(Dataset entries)

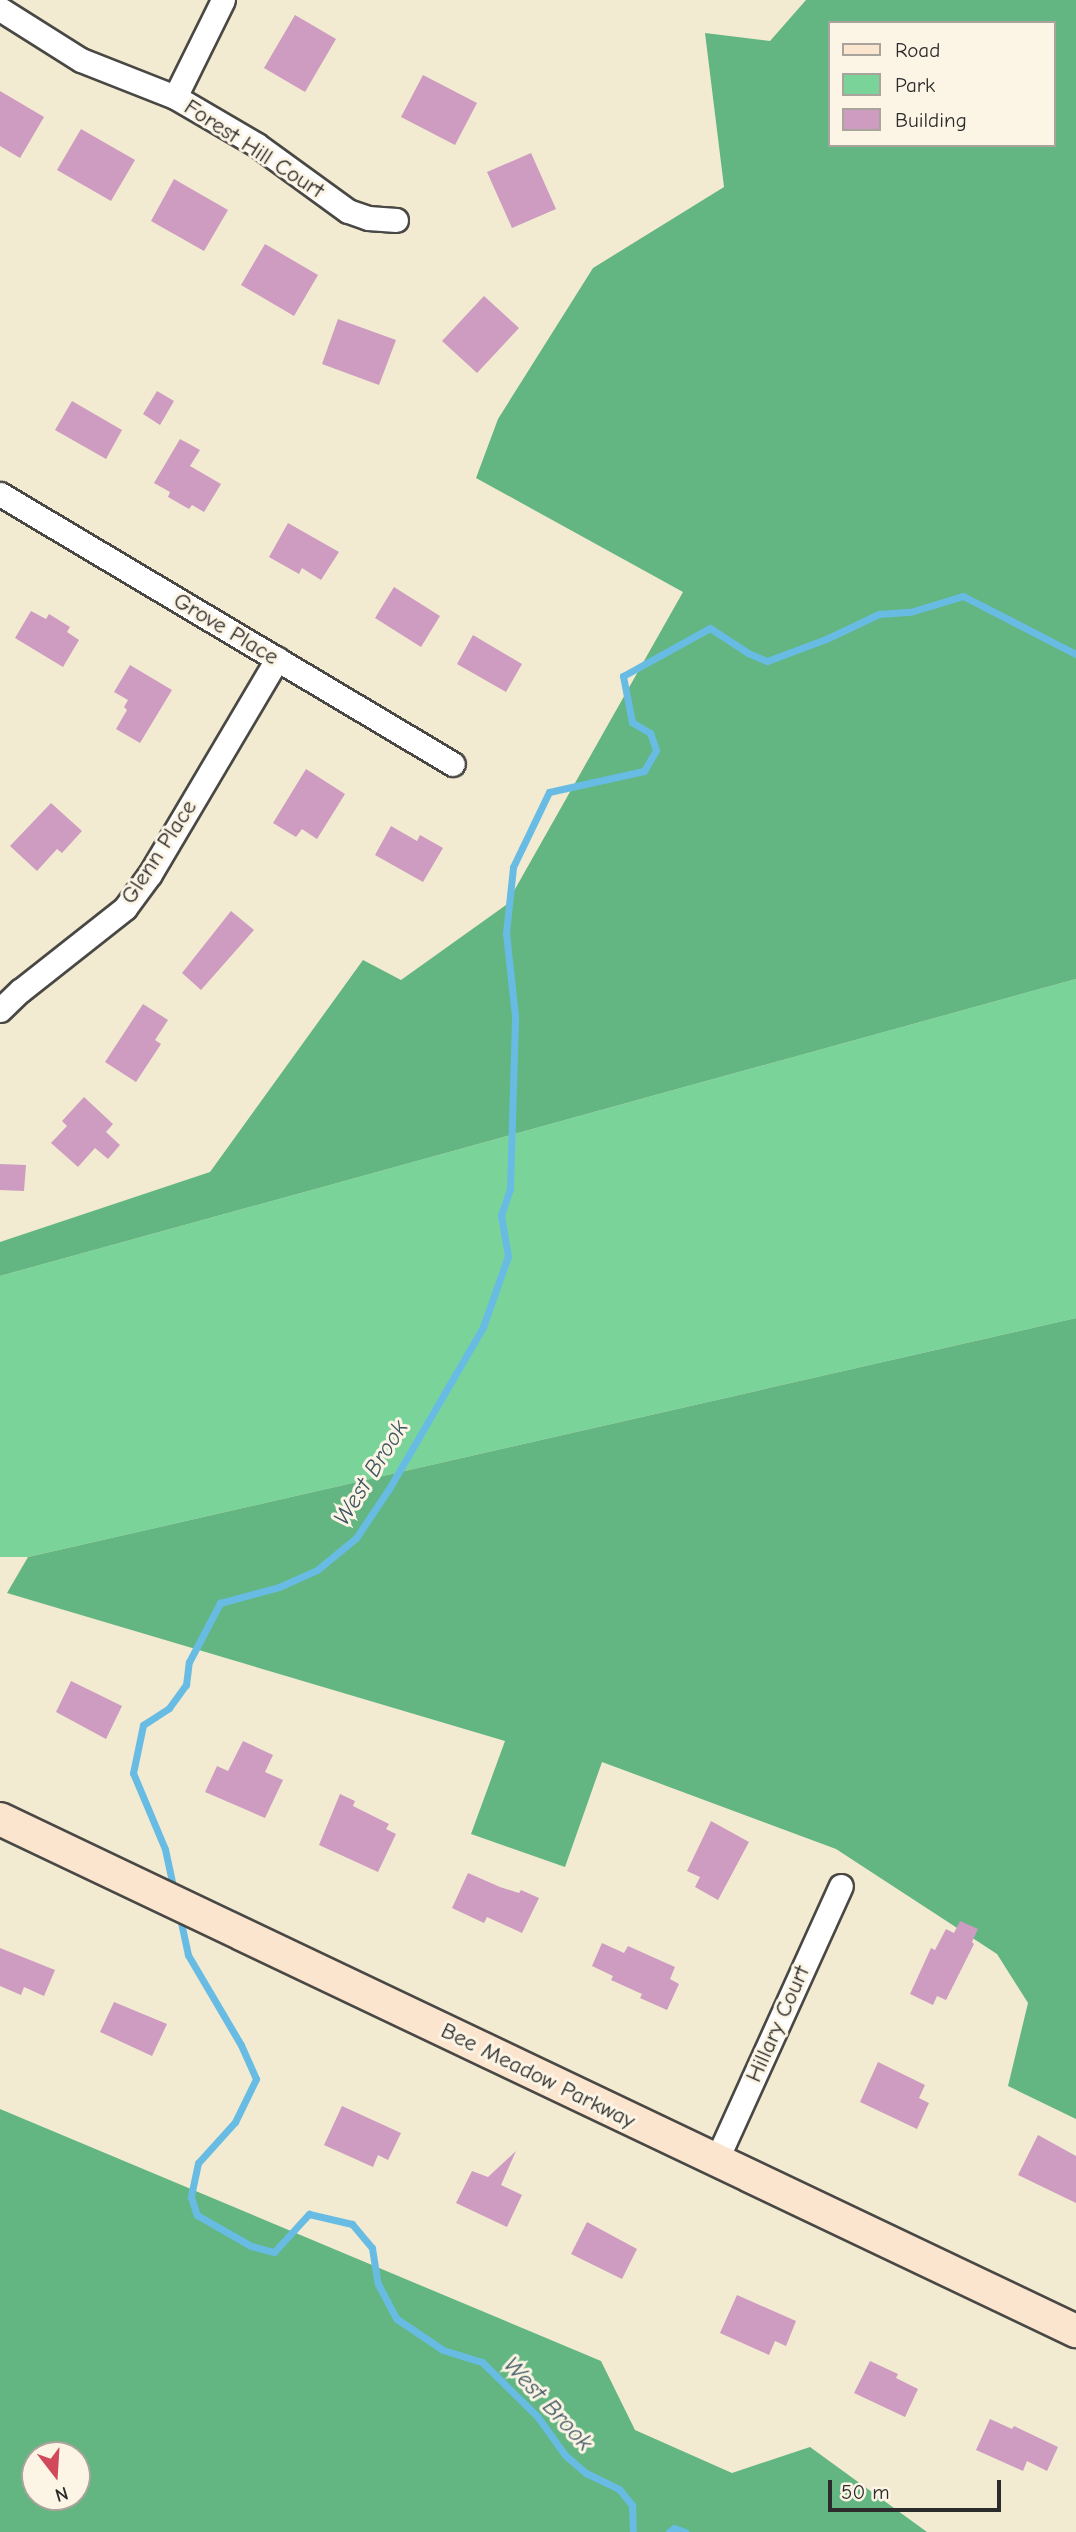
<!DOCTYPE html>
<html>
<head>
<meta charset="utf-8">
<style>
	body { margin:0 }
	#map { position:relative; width:1076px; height:2532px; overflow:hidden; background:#f2ebd2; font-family:"Comic Neue",sans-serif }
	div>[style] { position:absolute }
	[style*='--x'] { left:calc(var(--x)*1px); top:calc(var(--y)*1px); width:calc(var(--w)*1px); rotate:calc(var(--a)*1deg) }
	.green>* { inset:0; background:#7ad49a }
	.forest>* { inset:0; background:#63b682 }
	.stream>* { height:7px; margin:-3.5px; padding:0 3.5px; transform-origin:3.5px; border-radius:3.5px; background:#68bce4 }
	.building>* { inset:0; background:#cd9cc0 }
	.roads { filter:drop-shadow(2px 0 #494844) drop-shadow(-2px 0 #494844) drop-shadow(0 2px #494844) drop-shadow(0 -2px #494844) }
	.street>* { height:23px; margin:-11.5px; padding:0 11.5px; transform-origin:11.5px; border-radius:11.5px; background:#fff }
	.secondary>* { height:32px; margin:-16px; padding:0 16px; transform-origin:16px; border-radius:16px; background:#fbe5cf }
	span { translate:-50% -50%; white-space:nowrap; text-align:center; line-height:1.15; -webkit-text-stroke:6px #fcf5e5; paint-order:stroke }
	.street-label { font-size:23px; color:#2b2b2b }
	.water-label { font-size:24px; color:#3d5662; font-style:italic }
	.legend { position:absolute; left:828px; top:21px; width:228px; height:126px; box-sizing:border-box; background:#fcf5e5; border:2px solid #a8a49b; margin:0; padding:9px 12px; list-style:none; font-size:21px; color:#2b2b2b }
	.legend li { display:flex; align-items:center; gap:14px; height:35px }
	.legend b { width:35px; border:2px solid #a8a49b }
	.north { position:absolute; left:21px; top:2441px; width:70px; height:70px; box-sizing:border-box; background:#fcf5e5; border:2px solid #a8a49b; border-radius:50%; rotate:163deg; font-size:19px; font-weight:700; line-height:28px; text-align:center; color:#2b2b2b }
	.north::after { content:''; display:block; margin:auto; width:24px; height:32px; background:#d1495b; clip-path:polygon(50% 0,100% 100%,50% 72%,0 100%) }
	.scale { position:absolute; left:828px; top:2480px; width:173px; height:32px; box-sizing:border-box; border:4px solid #2b2b2b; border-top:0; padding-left:9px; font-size:21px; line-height:24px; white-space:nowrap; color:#2b2b2b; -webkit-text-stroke:5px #fcf5e5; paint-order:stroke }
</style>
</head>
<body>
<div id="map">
	<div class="green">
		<i style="clip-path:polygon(1076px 979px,1076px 1318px,28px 1557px,0 1557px,0 1276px)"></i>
	</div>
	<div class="forest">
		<i style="clip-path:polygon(evenodd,806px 0,1076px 0,1076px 979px,0 1276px,0 1242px,210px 1172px,363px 960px,401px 980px,506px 905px,683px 592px,476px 478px,498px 419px,593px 268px,724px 187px,705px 33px,770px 41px,806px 0,829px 23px,1053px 23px,1053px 145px,829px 145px,829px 23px)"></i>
		<i style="clip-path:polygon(1076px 1318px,1076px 2119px,1008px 2086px,1028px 2003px,997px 1954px,836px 1849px,602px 1762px,565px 1867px,471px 1834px,505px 1741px,7px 1593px,28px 1557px)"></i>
		<i style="clip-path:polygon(evenodd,0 2109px,601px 2361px,635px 2430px,732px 2473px,810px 2447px,927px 2532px,0 2532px,0 2109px,77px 2455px,77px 2497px,35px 2497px,35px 2455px,77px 2455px)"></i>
	</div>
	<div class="stream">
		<i style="--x:174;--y:1891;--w:43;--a:-102.1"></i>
		<i style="--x:165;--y:1849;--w:82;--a:-112.8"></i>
		<i style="--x:133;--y:1773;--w:49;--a:-78.2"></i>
		<i style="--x:143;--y:1725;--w:31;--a:-33"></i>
		<i style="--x:169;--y:1708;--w:29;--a:-54"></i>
		<i style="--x:186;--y:1685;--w:23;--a:-83"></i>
		<i style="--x:189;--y:1662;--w:67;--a:-62.3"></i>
		<i style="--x:220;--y:1603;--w:61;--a:-15.2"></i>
		<i style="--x:279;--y:1587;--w:42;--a:-24.1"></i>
		<i style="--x:317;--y:1570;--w:50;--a:-39.4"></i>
		<i style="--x:356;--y:1538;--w:61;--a:-56.3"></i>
		<i style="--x:390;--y:1487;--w:185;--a:-59.8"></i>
		<i style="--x:483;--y:1327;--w:75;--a:-70.6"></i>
		<i style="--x:508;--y:1256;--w:42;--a:-99.7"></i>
		<i style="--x:501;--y:1215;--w:28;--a:-71"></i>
		<i style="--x:510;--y:1189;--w:173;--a:-88.3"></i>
		<i style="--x:515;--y:1016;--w:83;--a:-96.2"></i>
		<i style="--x:506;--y:933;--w:66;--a:-83.9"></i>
		<i style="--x:513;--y:867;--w:83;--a:-64.4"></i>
		<i style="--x:549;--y:792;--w:97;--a:-12.5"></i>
		<i style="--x:644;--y:771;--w:24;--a:-60"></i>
		<i style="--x:656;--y:750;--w:18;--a:-109"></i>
		<i style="--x:650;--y:733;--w:21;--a:-149"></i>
		<i style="--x:632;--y:722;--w:47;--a:-101.1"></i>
		<i style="--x:623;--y:676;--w:99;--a:-28.9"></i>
		<i style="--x:710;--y:628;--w:45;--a:33.3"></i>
		<i style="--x:748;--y:653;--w:21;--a:23"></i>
		<i style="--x:767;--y:661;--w:63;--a:-20.4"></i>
		<i style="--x:826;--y:639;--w:59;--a:-25.3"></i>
		<i style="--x:879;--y:614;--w:31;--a:-4"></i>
		<i style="--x:910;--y:612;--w:55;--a:-16.8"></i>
		<i style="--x:963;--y:596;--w:127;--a:27.2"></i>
		<i style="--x:179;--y:1913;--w:43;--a:77.9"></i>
		<i style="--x:188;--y:1955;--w:104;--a:59.5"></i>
		<i style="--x:241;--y:2045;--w:37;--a:66"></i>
		<i style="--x:256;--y:2079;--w:48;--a:116"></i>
		<i style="--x:235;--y:2122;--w:55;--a:132.1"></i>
		<i style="--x:198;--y:2163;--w:35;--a:102"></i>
		<i style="--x:191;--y:2197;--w:19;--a:72"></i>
		<i style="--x:197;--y:2215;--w:62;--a:29.9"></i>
		<i style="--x:251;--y:2246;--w:24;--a:15"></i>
		<i style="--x:274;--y:2252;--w:52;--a:-47.4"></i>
		<i style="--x:309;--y:2214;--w:44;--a:13.1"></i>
		<i style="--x:352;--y:2224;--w:31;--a:50"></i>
		<i style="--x:372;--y:2248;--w:36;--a:81"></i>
		<i style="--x:378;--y:2284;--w:40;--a:62"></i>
		<i style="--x:397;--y:2319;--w:55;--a:34"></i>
		<i style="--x:443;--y:2350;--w:41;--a:17.1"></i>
		<i style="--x:482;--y:2362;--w:77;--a:44.5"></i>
		<i style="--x:537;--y:2416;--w:48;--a:54.3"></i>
		<i style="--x:565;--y:2455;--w:28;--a:41"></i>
		<i style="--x:586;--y:2473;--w:37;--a:26"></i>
		<i style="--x:619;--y:2489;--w:21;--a:51"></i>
		<i style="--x:632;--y:2505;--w:27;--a:88"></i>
		<i style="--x:669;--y:2532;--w:6;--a:-39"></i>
		<i style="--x:674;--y:2528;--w:12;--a:20"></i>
	</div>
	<div class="building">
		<i style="clip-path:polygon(295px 15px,336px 39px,305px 92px,264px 68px)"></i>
		<i style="clip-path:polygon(423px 75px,477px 103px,455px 145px,401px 117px)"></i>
		<i style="clip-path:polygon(0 91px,44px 117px,20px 158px,0 146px)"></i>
		<i style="clip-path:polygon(81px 129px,135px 160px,111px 201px,57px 170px)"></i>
		<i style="clip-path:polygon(531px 153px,556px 209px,512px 228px,487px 172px)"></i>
		<i style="clip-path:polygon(174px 179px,228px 210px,204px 251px,151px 221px)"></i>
		<i style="clip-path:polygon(265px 244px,318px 275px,294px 316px,241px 285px)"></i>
		<i style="clip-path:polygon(484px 296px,519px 328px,477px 373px,442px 341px)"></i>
		<i style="clip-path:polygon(338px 319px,396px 340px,379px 385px,322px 364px)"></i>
		<i style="clip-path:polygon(157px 391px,174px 401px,160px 425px,143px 414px)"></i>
		<i style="clip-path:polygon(72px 401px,122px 430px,106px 459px,55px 430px)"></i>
		<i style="clip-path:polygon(180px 439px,200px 450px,190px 466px,221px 484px,204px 512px,192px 505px,189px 509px,168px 497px,170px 492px,154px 483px)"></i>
		<i style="clip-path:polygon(288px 523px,339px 552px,321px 580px,302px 568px,299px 574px,269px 557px)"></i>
		<i style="clip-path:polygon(394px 587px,440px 616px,421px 647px,375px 618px)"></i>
		<i style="clip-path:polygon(31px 611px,46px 619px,49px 614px,70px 627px,67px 632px,79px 640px,63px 667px,15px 638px)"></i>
		<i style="clip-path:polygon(473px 635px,522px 664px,506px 692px,457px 664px)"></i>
		<i style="clip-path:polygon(130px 665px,172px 690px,140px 743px,116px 729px,127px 710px,124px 707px,128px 700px,114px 692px)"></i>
		<i style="clip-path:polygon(306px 769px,345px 794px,317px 839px,302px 829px,296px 837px,273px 823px)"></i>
		<i style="clip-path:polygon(51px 803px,82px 831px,62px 853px,57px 849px,37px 871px,10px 846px)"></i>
		<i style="clip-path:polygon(391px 826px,417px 841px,420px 835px,443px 848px,423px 882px,375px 855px)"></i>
		<i style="clip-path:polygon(231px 911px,254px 930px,201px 990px,182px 973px)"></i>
		<i style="clip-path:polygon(143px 1004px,168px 1020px,155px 1040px,161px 1044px,136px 1082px,105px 1062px)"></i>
		<i style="clip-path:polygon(84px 1097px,113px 1124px,106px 1132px,120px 1145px,108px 1159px,95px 1148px,78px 1167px,51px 1143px,67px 1126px,62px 1121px)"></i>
		<i style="clip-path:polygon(0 1164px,26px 1165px,24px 1191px,0 1190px)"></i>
		<i style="clip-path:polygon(71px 1681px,122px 1706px,106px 1739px,56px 1712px)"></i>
		<i style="clip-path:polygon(243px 1741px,273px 1755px,265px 1772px,283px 1780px,265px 1818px,205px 1792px,217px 1766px,228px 1771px)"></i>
		<i style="clip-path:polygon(340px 1794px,355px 1801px,353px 1806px,389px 1824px,386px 1829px,396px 1834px,378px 1872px,319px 1845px)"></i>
		<i style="clip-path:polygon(711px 1821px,749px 1842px,718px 1900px,695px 1887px,700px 1877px,687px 1871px)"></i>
		<i style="clip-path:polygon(468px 1873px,500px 1887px,519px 1893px,521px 1890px,539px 1898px,522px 1933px,487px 1917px,484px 1923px,452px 1908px)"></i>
		<i style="clip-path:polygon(960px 1921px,978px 1929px,972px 1942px,974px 1944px,946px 2000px,937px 1996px,933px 2005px,910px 1994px,931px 1948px,935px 1950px,946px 1929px,954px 1933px)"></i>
		<i style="clip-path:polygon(602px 1943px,624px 1953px,628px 1946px,675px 1967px,670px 1979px,679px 1984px,667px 2010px,640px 1998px,642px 1994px,611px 1980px,613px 1976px,592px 1966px)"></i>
		<i style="clip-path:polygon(0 1948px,55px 1970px,44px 1996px,24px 1987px,21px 1995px,0 1986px)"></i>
		<i style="clip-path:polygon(114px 2002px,167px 2024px,152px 2056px,100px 2032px)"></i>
		<i style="clip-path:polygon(878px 2062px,925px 2085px,919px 2098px,929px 2103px,917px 2129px,860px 2102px)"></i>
		<i style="clip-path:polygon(342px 2106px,401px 2133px,388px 2160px,378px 2155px,373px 2167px,324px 2145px)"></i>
		<i style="clip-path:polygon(1038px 2135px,1076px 2156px,1076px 2203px,1018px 2175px)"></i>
		<i style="clip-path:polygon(516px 2151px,501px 2185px,522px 2195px,507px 2227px,456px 2203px,472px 2171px,488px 2177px)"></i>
		<i style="clip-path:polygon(587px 2222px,637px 2249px,622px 2279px,571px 2254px)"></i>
		<i style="clip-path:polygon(737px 2295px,796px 2321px,786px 2346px,775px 2341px,769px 2355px,720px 2333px)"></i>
		<i style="clip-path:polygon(870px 2361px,898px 2374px,896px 2378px,918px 2389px,905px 2417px,854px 2393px)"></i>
		<i style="clip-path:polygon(990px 2419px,1012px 2429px,1014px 2426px,1058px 2447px,1047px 2471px,1027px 2461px,1023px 2471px,976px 2450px)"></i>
	</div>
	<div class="roads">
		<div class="street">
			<i style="--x:223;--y:0;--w:108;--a:116.3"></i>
			<i style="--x:175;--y:97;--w:95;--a:30.3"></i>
			<i style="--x:257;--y:145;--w:112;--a:36"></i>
			<i style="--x:348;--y:211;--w:21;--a:19"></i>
			<i style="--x:368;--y:218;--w:28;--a:4"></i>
			<i style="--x:0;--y:9;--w:96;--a:32.2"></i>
			<i style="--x:81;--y:60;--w:101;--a:21.5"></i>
			<i style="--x:0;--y:494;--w:527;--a:30.8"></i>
			<i style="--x:0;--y:1010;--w:28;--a:-44"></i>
			<i style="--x:20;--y:991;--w:134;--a:-38.3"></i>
			<i style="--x:125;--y:908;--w:42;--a:-53.7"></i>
			<i style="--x:150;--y:874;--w:250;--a:-59.4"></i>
			<i style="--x:716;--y:2161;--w:302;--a:-65.6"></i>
		</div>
		<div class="secondary">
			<i style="--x:0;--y:1819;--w:1192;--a:25.45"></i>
		</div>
	</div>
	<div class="street-label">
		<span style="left:254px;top:149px;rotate:33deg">Forest Hill Court</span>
		<span style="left:226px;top:629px;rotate:31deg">Grove Place</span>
		<span style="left:159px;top:852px;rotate:-57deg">Glenn Place</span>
		<span style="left:778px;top:2024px;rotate:-66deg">Hillary Court</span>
		<span style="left:538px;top:2076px;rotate:26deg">Bee Meadow Parkway</span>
	</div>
	<div class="water-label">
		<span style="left:371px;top:1473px;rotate:-58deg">West Brook</span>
		<span style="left:548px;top:2404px;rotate:47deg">West Brook</span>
	</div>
	<ul class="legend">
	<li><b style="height:9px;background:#fbe5cf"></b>Road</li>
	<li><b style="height:19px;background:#7ad49a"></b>Park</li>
	<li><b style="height:19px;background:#cd9cc0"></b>Building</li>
	</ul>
	<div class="north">N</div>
	<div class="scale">50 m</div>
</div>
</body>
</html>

▸ Assigned task
Pictures should not appear in the copy. Write out exactly the lines above from the first one through the line that contains "filter:drop-shadow(2px 0 #494844)".

▸ Result of this exercise
<!DOCTYPE html>
<html>
<head>
<meta charset="utf-8">
<style>
	body { margin:0 }
	#map { position:relative; width:1076px; height:2532px; overflow:hidden; background:#f2ebd2; font-family:"Comic Neue",sans-serif }
	div>[style] { position:absolute }
	[style*='--x'] { left:calc(var(--x)*1px); top:calc(var(--y)*1px); width:calc(var(--w)*1px); rotate:calc(var(--a)*1deg) }
	.green>* { inset:0; background:#7ad49a }
	.forest>* { inset:0; background:#63b682 }
	.stream>* { height:7px; margin:-3.5px; padding:0 3.5px; transform-origin:3.5px; border-radius:3.5px; background:#68bce4 }
	.building>* { inset:0; background:#cd9cc0 }
	.roads { filter:drop-shadow(2px 0 #494844) drop-shadow(-2px 0 #494844) drop-shadow(0 2px #494844) drop-shadow(0 -2px #494844) }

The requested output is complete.